● **WHAT YOU WILL DO**
State how many lines of the records contain the string "note". Give the number alone.
Segment Start: DATA TO USE
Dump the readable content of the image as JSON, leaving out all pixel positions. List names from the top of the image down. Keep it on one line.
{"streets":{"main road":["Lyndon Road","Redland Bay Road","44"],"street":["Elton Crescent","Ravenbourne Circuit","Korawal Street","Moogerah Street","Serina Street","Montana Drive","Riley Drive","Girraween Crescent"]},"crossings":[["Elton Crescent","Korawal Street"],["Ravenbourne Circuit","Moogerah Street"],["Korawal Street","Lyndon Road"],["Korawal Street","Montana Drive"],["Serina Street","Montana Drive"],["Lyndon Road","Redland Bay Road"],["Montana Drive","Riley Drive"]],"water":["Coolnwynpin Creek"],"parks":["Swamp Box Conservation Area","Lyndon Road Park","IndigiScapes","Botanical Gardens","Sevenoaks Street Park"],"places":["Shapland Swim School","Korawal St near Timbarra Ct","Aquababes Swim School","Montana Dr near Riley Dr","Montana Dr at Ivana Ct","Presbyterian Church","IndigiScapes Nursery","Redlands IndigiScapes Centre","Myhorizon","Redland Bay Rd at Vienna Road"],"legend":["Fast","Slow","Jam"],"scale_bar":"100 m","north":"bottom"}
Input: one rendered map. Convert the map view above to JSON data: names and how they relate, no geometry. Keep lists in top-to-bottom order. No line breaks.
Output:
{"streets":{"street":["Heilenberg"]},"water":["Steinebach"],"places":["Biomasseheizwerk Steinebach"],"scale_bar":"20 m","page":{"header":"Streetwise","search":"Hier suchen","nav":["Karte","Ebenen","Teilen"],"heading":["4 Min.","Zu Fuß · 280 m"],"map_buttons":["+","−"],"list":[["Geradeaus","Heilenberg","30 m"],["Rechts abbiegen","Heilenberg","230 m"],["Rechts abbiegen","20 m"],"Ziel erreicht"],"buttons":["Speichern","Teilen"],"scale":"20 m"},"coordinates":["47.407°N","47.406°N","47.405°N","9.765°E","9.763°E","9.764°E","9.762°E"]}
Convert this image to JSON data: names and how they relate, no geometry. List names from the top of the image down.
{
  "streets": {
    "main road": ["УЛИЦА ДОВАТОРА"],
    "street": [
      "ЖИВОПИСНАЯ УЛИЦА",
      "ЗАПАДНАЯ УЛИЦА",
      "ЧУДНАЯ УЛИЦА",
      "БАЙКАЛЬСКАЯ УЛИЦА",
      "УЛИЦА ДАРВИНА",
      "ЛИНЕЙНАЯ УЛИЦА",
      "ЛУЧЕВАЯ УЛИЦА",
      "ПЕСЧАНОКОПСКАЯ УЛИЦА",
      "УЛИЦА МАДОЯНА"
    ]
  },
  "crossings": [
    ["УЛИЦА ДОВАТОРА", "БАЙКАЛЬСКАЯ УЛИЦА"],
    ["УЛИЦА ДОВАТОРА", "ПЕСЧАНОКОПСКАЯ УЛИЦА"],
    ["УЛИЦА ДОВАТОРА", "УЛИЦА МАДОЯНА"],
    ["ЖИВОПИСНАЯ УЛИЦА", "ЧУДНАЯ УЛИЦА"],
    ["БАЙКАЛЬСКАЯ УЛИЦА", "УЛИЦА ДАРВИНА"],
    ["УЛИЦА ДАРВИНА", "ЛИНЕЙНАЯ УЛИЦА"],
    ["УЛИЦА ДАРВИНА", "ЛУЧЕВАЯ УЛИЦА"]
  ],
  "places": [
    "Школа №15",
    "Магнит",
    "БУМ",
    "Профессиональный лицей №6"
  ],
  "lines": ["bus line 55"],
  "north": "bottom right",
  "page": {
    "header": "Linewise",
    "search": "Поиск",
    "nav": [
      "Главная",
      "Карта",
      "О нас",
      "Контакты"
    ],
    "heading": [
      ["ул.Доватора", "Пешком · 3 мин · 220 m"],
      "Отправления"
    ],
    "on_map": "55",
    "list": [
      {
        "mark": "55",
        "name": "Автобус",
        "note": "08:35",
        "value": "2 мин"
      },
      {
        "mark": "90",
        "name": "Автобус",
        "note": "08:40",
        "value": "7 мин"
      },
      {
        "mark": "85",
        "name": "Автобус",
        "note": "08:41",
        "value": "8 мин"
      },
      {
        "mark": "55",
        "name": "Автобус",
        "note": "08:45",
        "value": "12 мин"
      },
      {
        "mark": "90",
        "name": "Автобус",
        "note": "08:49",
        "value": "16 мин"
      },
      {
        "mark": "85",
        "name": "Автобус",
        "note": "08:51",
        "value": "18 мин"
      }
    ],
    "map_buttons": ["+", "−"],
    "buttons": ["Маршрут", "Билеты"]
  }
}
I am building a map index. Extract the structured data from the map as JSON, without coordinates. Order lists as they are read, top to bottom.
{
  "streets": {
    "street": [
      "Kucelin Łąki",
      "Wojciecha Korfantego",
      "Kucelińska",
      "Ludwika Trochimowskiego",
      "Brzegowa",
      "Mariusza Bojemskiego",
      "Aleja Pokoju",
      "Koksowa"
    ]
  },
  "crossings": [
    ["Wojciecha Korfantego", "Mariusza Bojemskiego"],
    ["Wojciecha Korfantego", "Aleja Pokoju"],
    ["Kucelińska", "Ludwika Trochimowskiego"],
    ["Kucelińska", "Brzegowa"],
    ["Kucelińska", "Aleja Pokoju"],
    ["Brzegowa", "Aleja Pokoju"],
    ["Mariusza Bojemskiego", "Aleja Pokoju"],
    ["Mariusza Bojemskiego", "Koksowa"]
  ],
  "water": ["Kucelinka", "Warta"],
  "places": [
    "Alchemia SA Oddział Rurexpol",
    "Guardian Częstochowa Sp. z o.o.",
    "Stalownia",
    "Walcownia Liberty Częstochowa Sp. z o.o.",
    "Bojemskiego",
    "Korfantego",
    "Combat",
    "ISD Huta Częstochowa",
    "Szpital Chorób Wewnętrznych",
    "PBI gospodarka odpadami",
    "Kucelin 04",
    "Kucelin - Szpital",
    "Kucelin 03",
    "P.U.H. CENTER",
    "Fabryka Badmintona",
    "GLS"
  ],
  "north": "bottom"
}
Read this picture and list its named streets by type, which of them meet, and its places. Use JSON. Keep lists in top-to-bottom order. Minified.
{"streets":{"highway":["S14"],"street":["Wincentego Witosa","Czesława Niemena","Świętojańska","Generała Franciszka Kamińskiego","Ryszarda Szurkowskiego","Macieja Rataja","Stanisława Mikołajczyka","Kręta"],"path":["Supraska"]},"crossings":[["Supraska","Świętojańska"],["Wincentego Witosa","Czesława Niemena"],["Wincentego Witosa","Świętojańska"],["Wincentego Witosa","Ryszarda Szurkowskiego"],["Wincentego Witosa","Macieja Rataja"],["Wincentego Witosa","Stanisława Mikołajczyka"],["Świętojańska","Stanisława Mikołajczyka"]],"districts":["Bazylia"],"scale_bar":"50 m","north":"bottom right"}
Segment End: DATA TO USE
● **RESULT**
6